C’est aussi un récit lent à se mettre en place, des fois un peu agaçant, dans des mécanismes comme des rouages rouillés. Mais c’est une machine qui fonctionne, qui réussit à nous entraîner là où elle veut en nous faisant réfléchir, parfois maladroitement, sur le plus puissant moteur de l’homme : sa peur. Et sa curiosité.
Si vous aimez : La bonne vieille SF qui ne fait pas s’affronter des robots à mort et, au lieu d’un combat intergalactique, préfère offrir un miroir à nos comportements.
Autour du livre : Raphaël Granier de Cassagnac est physicien de métier (chercheur en physique des particules). Il a écrit suite à ce roman, sa préquelle : Thinking Eternity.

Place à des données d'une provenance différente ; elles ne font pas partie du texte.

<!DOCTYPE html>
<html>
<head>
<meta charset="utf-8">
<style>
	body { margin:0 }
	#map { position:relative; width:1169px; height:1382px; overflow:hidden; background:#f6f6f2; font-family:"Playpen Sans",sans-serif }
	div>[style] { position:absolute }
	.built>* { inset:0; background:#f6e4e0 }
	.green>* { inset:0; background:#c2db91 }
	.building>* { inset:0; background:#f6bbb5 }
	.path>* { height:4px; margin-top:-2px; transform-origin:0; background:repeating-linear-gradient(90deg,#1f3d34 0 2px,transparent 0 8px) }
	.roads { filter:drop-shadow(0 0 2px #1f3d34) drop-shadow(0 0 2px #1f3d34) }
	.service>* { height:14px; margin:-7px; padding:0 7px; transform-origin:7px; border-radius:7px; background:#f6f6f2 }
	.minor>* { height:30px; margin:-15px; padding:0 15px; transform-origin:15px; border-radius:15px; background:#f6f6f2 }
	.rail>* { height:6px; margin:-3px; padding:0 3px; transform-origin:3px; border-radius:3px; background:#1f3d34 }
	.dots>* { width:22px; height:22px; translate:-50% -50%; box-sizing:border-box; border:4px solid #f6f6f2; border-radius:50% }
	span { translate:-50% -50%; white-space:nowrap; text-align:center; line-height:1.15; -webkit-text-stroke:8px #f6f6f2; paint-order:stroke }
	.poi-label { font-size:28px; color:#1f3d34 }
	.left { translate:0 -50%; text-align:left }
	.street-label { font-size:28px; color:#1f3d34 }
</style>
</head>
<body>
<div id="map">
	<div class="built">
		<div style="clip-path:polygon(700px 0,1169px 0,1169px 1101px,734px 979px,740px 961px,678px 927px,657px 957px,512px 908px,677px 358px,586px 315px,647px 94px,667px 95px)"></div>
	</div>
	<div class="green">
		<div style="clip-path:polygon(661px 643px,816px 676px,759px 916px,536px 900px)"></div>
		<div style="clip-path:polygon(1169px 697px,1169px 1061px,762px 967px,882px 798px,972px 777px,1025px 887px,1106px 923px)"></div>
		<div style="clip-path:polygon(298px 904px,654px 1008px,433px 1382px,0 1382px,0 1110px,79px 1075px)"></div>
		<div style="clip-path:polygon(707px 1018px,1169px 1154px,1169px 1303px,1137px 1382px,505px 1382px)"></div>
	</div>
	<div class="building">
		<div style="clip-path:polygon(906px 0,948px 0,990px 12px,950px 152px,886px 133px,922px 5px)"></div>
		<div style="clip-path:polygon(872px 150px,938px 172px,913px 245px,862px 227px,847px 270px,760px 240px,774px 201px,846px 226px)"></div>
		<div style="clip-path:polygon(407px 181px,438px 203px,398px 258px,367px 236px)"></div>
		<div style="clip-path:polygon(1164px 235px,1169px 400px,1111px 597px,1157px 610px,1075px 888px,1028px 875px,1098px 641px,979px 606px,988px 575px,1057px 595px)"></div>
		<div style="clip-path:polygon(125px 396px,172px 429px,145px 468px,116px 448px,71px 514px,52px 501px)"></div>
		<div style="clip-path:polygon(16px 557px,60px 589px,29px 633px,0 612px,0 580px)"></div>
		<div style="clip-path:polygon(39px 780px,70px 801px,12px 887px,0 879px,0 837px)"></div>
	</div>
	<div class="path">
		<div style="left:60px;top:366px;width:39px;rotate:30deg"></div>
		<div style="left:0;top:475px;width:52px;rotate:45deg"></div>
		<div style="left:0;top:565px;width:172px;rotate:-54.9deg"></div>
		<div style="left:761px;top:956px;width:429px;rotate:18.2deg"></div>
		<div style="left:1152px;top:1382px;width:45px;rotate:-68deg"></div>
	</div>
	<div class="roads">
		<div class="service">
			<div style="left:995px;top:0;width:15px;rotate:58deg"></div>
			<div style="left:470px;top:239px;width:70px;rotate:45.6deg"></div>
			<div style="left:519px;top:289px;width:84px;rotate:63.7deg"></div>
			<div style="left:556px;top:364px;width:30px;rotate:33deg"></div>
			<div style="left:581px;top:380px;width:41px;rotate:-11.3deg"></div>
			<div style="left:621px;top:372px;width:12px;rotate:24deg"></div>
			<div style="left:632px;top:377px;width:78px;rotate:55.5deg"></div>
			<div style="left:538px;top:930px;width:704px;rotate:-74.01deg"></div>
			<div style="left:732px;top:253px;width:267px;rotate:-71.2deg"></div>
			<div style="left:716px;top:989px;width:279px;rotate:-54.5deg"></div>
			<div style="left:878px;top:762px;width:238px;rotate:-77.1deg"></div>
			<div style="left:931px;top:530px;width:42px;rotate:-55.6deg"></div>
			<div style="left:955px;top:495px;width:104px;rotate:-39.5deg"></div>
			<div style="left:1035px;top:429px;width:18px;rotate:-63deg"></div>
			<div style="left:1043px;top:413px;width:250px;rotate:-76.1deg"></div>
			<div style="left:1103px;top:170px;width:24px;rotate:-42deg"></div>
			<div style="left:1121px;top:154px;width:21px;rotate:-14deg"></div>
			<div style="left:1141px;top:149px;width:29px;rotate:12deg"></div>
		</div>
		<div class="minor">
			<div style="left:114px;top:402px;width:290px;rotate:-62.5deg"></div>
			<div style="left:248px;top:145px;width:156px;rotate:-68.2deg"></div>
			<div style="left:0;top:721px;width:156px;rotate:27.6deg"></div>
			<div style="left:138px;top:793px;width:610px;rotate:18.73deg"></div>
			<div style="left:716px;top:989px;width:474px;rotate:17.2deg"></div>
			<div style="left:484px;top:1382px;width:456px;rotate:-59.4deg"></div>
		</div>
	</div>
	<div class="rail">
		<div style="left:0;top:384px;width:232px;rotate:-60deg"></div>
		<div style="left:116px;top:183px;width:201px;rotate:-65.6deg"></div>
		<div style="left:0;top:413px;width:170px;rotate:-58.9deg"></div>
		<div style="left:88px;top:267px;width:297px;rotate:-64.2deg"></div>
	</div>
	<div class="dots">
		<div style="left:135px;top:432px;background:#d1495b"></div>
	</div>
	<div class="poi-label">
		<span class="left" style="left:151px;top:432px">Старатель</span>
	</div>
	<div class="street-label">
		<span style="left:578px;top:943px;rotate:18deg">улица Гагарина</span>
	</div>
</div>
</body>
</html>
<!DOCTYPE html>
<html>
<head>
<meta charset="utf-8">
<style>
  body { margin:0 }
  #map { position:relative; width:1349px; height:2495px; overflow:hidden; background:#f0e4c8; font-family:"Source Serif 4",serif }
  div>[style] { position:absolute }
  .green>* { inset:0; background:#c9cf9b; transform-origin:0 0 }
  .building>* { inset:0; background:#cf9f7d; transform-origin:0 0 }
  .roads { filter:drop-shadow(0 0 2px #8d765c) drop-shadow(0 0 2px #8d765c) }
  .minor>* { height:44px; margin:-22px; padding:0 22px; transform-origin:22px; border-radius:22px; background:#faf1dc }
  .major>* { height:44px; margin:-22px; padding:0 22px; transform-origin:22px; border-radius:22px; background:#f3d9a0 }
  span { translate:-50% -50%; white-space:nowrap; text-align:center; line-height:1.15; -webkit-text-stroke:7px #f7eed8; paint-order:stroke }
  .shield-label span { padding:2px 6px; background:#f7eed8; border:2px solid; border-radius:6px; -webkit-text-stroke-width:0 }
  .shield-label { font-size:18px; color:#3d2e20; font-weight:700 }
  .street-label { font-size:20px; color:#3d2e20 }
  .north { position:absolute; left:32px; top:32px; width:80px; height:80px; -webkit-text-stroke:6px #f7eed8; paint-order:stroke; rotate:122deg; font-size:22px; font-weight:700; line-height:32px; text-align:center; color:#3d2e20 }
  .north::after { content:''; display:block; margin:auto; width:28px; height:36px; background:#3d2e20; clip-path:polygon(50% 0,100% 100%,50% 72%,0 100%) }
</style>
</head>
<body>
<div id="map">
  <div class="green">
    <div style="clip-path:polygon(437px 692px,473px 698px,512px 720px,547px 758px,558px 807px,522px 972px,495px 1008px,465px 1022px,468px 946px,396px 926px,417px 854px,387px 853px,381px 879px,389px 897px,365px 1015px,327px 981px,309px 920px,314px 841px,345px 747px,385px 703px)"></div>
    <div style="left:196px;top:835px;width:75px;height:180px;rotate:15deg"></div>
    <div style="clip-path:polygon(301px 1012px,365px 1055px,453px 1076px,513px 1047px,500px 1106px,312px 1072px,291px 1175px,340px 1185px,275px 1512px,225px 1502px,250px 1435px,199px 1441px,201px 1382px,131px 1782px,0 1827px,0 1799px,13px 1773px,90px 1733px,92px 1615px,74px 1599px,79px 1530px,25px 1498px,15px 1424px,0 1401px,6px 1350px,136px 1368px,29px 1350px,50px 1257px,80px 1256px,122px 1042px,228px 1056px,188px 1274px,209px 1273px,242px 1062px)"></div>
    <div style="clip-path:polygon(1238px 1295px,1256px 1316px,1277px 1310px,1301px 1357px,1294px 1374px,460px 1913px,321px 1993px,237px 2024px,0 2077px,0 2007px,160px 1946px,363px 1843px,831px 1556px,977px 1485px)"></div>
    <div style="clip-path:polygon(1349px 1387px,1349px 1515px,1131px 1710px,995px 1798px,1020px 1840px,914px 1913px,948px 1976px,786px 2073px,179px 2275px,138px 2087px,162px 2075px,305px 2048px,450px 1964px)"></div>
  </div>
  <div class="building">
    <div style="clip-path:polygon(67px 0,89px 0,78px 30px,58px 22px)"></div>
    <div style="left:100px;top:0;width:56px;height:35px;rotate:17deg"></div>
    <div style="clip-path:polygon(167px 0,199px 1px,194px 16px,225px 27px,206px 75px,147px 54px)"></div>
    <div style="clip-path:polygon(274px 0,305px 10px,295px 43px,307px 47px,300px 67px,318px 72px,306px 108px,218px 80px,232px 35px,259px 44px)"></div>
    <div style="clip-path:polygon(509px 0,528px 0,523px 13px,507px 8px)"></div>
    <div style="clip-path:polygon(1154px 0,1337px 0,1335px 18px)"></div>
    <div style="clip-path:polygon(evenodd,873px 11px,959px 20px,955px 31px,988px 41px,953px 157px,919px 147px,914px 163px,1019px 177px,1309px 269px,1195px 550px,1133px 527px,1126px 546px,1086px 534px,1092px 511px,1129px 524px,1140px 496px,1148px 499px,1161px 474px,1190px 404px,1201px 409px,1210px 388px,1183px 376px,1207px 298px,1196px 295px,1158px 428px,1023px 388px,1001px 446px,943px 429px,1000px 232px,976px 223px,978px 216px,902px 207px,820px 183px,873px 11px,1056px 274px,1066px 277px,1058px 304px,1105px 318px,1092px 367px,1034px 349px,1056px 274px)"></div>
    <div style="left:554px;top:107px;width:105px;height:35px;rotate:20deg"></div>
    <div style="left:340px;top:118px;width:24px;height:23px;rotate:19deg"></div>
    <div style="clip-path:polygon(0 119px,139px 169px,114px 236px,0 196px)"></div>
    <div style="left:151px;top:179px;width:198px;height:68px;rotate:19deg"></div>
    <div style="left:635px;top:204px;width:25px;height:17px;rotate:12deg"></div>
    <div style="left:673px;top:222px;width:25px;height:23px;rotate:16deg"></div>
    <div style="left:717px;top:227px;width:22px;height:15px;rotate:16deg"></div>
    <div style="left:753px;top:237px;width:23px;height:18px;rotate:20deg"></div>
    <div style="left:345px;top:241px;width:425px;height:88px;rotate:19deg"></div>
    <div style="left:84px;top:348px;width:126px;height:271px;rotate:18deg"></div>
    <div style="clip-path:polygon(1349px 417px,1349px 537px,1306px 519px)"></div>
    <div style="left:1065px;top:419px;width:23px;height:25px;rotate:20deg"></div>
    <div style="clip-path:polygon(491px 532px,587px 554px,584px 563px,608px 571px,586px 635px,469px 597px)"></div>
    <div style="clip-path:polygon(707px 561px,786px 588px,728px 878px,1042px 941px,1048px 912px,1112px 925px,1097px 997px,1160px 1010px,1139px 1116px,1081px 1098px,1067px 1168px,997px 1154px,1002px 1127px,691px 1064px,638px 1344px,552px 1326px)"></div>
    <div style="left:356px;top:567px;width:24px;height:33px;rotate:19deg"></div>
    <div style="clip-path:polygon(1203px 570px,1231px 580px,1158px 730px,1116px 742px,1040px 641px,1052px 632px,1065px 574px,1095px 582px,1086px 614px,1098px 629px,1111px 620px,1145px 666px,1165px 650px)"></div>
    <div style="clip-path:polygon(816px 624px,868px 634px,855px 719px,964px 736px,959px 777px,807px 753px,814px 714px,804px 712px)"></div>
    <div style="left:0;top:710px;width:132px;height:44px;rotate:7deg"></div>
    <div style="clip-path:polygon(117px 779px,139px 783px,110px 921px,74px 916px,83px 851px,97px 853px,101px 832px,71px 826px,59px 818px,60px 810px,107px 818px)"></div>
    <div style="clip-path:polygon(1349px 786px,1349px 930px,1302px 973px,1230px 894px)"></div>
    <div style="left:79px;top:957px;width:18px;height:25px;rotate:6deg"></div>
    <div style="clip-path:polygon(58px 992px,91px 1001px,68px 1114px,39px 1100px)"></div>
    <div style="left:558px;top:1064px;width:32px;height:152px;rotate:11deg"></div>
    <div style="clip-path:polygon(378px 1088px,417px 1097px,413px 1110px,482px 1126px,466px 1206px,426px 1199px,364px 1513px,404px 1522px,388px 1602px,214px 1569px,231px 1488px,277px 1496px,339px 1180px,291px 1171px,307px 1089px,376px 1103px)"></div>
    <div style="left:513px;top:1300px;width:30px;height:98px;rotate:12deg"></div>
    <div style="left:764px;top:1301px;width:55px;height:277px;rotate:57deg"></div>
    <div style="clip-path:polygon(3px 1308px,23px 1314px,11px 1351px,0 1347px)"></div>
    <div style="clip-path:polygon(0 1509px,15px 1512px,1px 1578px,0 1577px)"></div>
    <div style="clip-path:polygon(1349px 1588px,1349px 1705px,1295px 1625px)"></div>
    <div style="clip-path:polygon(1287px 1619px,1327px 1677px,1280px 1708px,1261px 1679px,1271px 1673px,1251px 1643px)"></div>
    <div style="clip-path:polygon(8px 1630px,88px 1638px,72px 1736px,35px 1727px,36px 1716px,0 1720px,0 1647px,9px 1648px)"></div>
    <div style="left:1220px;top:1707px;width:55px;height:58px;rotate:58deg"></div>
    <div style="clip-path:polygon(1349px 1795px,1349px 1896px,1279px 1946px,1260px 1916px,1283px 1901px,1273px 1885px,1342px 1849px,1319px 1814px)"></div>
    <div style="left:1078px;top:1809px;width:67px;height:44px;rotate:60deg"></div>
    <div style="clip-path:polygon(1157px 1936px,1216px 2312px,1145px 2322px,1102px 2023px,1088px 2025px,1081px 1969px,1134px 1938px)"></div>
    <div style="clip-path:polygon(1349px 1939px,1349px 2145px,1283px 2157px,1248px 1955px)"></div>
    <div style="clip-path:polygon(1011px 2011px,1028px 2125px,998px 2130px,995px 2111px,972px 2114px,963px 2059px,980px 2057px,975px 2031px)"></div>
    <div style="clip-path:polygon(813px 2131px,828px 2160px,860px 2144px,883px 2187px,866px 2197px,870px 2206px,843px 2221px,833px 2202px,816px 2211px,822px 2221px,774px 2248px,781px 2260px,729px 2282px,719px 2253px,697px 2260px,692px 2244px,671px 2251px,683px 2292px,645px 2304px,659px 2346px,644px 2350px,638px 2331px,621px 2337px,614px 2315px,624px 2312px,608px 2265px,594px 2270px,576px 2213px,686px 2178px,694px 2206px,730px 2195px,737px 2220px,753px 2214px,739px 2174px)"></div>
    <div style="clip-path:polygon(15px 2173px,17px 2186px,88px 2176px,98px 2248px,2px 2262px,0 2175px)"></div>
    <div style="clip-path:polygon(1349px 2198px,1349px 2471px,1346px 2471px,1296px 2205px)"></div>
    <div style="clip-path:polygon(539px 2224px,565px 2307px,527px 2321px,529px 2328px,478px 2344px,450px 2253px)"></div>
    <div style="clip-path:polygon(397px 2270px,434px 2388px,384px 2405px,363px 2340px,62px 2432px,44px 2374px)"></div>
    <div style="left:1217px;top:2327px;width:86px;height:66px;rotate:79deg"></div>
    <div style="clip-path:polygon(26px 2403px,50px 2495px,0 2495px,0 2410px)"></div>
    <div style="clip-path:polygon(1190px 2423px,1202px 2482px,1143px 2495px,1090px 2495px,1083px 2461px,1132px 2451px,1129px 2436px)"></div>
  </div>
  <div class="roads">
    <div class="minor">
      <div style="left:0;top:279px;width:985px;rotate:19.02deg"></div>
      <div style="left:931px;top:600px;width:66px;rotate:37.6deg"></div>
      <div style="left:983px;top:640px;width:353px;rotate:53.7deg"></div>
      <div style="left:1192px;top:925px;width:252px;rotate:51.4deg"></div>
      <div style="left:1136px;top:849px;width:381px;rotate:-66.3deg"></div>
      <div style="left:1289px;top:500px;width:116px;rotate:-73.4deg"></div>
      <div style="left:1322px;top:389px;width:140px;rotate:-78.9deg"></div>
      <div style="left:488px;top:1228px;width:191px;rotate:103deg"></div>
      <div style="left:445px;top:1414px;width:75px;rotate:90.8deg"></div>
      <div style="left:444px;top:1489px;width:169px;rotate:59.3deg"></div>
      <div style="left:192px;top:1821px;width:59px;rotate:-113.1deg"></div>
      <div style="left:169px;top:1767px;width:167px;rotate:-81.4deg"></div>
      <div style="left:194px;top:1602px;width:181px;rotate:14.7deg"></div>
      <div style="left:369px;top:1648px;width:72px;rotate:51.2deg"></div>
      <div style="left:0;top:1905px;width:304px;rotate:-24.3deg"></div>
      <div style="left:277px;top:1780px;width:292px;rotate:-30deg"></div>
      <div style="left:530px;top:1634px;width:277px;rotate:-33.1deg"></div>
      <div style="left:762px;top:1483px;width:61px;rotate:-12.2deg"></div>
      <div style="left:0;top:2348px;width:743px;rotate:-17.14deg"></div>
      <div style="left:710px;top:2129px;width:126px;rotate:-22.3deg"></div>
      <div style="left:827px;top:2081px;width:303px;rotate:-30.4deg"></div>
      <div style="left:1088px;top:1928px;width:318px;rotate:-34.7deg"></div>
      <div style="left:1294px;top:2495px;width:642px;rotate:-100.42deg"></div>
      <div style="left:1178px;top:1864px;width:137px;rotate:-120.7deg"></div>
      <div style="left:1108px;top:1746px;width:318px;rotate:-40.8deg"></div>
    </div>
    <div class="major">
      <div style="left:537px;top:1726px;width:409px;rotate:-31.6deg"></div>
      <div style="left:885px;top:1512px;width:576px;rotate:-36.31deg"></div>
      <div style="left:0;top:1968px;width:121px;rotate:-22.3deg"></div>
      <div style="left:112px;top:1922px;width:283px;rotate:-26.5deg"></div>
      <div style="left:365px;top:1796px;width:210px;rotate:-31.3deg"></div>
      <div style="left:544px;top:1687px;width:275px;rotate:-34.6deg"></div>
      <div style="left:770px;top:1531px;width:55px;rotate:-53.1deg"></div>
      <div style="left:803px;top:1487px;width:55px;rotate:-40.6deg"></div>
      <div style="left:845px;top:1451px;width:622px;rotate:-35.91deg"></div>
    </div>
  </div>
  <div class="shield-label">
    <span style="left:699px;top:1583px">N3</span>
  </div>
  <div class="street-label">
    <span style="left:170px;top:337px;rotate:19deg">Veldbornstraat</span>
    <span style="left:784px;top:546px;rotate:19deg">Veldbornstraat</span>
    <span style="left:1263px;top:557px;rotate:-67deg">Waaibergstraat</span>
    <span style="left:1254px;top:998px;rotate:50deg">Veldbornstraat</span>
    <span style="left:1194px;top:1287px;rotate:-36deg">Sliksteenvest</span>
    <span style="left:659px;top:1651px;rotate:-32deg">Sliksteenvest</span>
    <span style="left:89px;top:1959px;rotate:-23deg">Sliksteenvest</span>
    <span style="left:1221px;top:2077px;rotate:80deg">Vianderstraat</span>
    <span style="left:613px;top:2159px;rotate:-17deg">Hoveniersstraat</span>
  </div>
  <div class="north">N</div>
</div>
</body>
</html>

Extrait : « – Une chose est sûre, me dit-elle sans arrêter son geste. Ils n’autoriseront pas les mélanges. Le Processeur les interdisait pour garder le patrimoine génétique. Les Scands avec les Scands, les Afros avec les Afros, pas question de perdre la variété de l’humanité. Et les quelques fois où le Processeur l’autorisait, les enfants du métissage se voyaient, eux, refuser la reproduction.
Évidemment, elle avait étudié la question. Elle appartenait à un des groupes génétiquement sensibles car minoritaires et il leur était difficile de trouver un partenaire et une autorisation pour se reproduire. Entre les risques de dégénérescence génétique et la volonté de préserver les génotypes, le Processeur ne sélectionnait parmi eux qu’assez peu de couples compatibles, auxquels il demandait beaucoup d’enfants. À quatre-vingt-douze pour cent eurogénétique, j’appartenais moi-même à un des deux groupes dominants et je n’avais – il est vrai – jamais eu l’envie de participer au renouvellement de la population de la Bulle. »
Sortie : avril 2015, éditions Hélios, 376 pages, 10,90 €.